> What you need to do
Please restate the data that follows word for word, with the pictures left out.

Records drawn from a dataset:
__________________________________________________
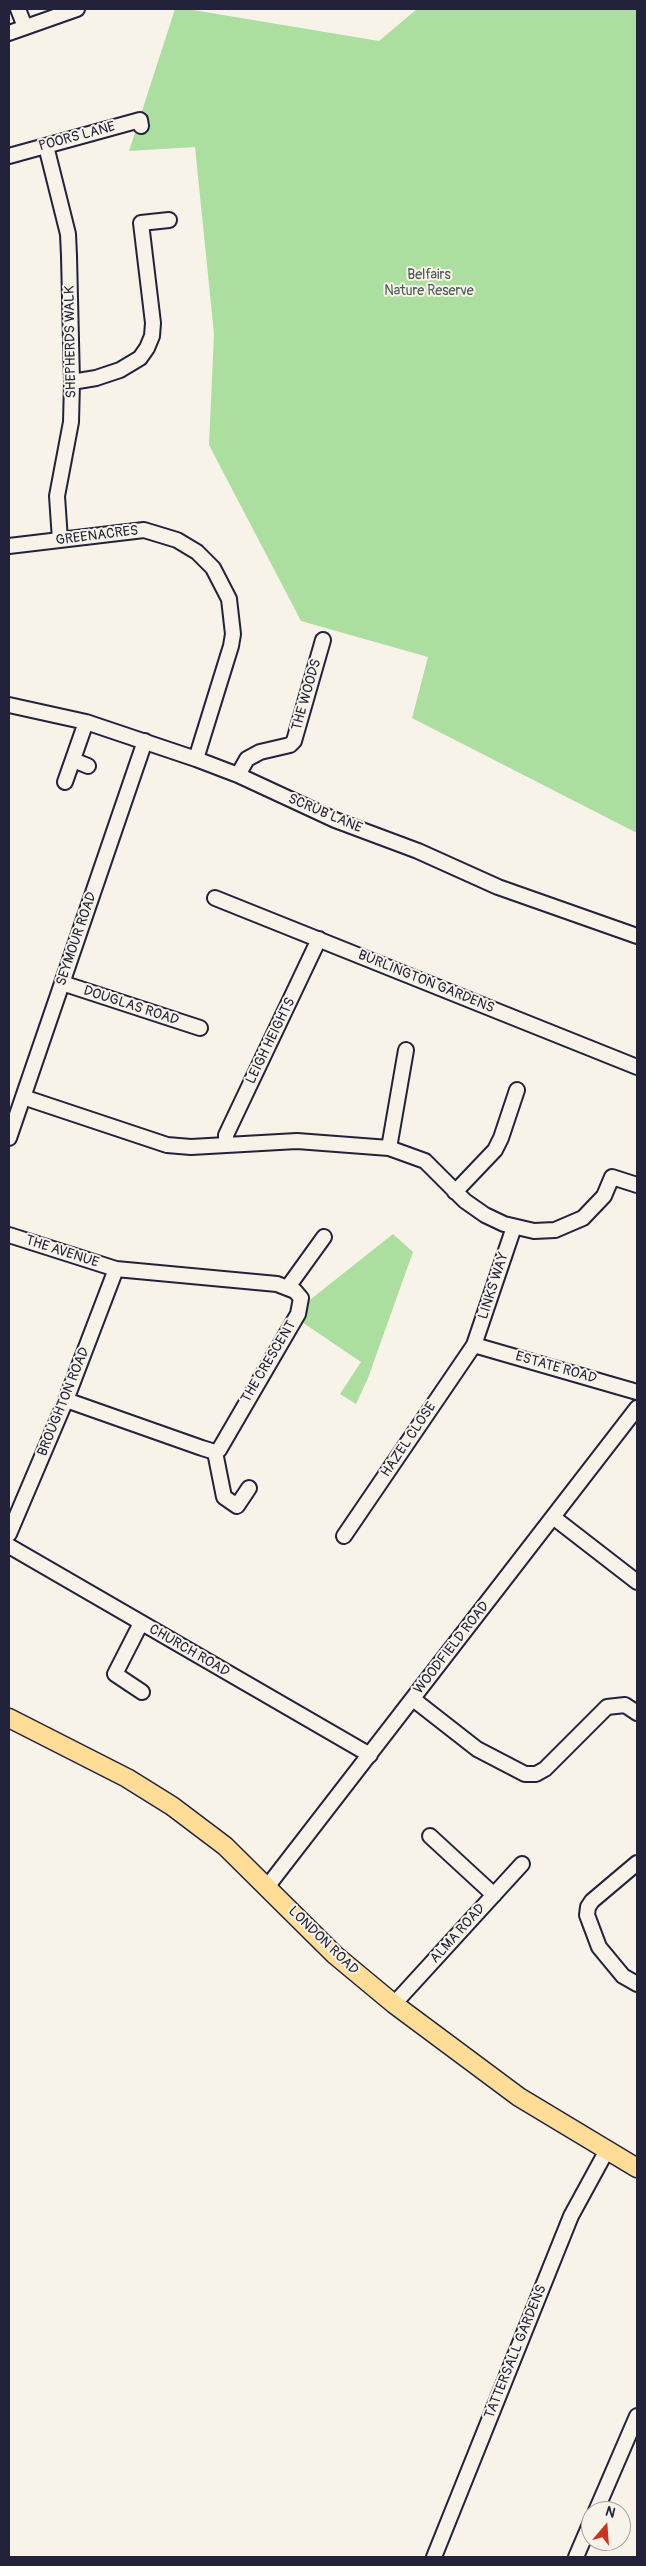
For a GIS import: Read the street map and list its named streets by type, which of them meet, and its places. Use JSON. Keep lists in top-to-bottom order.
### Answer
{
  "streets": {
    "main road": ["LONDON ROAD"],
    "street": [
      "POORS LANE",
      "SHEPHERDS WALK",
      "GREENACRES",
      "THE WOODS",
      "SCRUB LANE",
      "SEYMOUR ROAD",
      "BURLINGTON GARDENS",
      "DOUGLAS ROAD",
      "LEIGH HEIGHTS",
      "THE AVENUE",
      "LINKS WAY",
      "THE CRESCENT",
      "ESTATE ROAD",
      "BROUGHTON ROAD",
      "HAZEL CLOSE",
      "WOODFIELD ROAD",
      "CHURCH ROAD",
      "ALMA ROAD",
      "TATTERSALL GARDENS"
    ]
  },
  "crossings": [
    ["POORS LANE", "SHEPHERDS WALK"],
    ["SHEPHERDS WALK", "GREENACRES"],
    ["GREENACRES", "SCRUB LANE"],
    ["THE WOODS", "SCRUB LANE"],
    ["SCRUB LANE", "SEYMOUR ROAD"],
    ["SEYMOUR ROAD", "DOUGLAS ROAD"],
    ["BURLINGTON GARDENS", "LEIGH HEIGHTS"],
    ["THE AVENUE", "BROUGHTON ROAD"],
    ["LINKS WAY", "ESTATE ROAD"],
    ["LINKS WAY", "HAZEL CLOSE"],
    ["ESTATE ROAD", "HAZEL CLOSE"],
    ["WOODFIELD ROAD", "CHURCH ROAD"],
    ["WOODFIELD ROAD", "LONDON ROAD"],
    ["ALMA ROAD", "LONDON ROAD"],
    ["LONDON ROAD", "TATTERSALL GARDENS"]
  ],
  "parks": ["Belfairs Nature Reserve"],
  "north": "top"
}
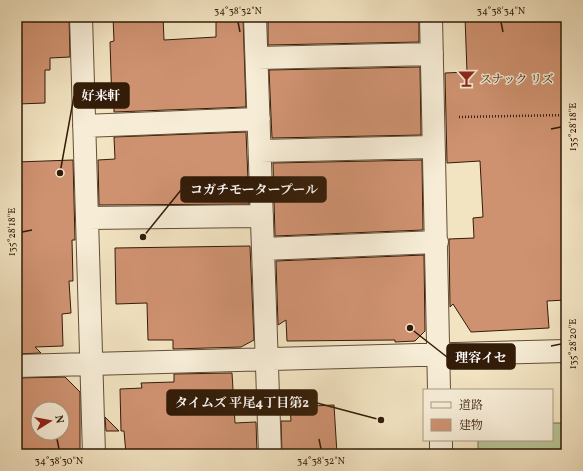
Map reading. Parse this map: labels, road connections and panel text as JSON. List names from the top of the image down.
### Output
{
  "places": {
    "bar": ["スナック リズ"],
    "other": [
      "好来軒",
      "コガチモータープール",
      "理容イセ",
      "タイムズ 平尾4丁目第2"
    ]
  },
  "legend": ["道路", "建物"],
  "north": "right",
  "coordinates": [
    "34°38'32\"N",
    "34°38'34\"N",
    "135°28'18\"E",
    "135°28'20\"E",
    "34°38'30\"N"
  ]
}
__________________________________________________
> Solution for this problem
For a GIS import: Read the street map and list its named streets by type, which of them meet, and its places. Use JSON. Keep lists in top-to-bottom order.
### Answer
{
  "streets": {
    "main road": ["LONDON ROAD"],
    "street": [
      "POORS LANE",
      "SHEPHERDS WALK",
      "GREENACRES",
      "THE WOODS",
      "SCRUB LANE",
      "SEYMOUR ROAD",
      "BURLINGTON GARDENS",
      "DOUGLAS ROAD",
      "LEIGH HEIGHTS",
      "THE AVENUE",
      "LINKS WAY",
      "THE CRESCENT",
      "ESTATE ROAD",
      "BROUGHTON ROAD",
      "HAZEL CLOSE",
      "WOODFIELD ROAD",
      "CHURCH ROAD",
      "ALMA ROAD",
      "TATTERSALL GARDENS"
    ]
  },
  "crossings": [
    ["POORS LANE", "SHEPHERDS WALK"],
    ["SHEPHERDS WALK", "GREENACRES"],
    ["GREENACRES", "SCRUB LANE"],
    ["THE WOODS", "SCRUB LANE"],
    ["SCRUB LANE", "SEYMOUR ROAD"],
    ["SEYMOUR ROAD", "DOUGLAS ROAD"],
    ["BURLINGTON GARDENS", "LEIGH HEIGHTS"],
    ["THE AVENUE", "BROUGHTON ROAD"],
    ["LINKS WAY", "ESTATE ROAD"],
    ["LINKS WAY", "HAZEL CLOSE"],
    ["ESTATE ROAD", "HAZEL CLOSE"],
    ["WOODFIELD ROAD", "CHURCH ROAD"],
    ["WOODFIELD ROAD", "LONDON ROAD"],
    ["ALMA ROAD", "LONDON ROAD"],
    ["LONDON ROAD", "TATTERSALL GARDENS"]
  ],
  "parks": ["Belfairs Nature Reserve"],
  "north": "top"
}
Map reading. Parse this map: labels, road connections and panel text as JSON. List names from the top of the image down.
### Output
{
  "places": {
    "bar": ["スナック リズ"],
    "other": [
      "好来軒",
      "コガチモータープール",
      "理容イセ",
      "タイムズ 平尾4丁目第2"
    ]
  },
  "legend": ["道路", "建物"],
  "north": "right",
  "coordinates": [
    "34°38'32\"N",
    "34°38'34\"N",
    "135°28'18\"E",
    "135°28'20\"E",
    "34°38'30\"N"
  ]
}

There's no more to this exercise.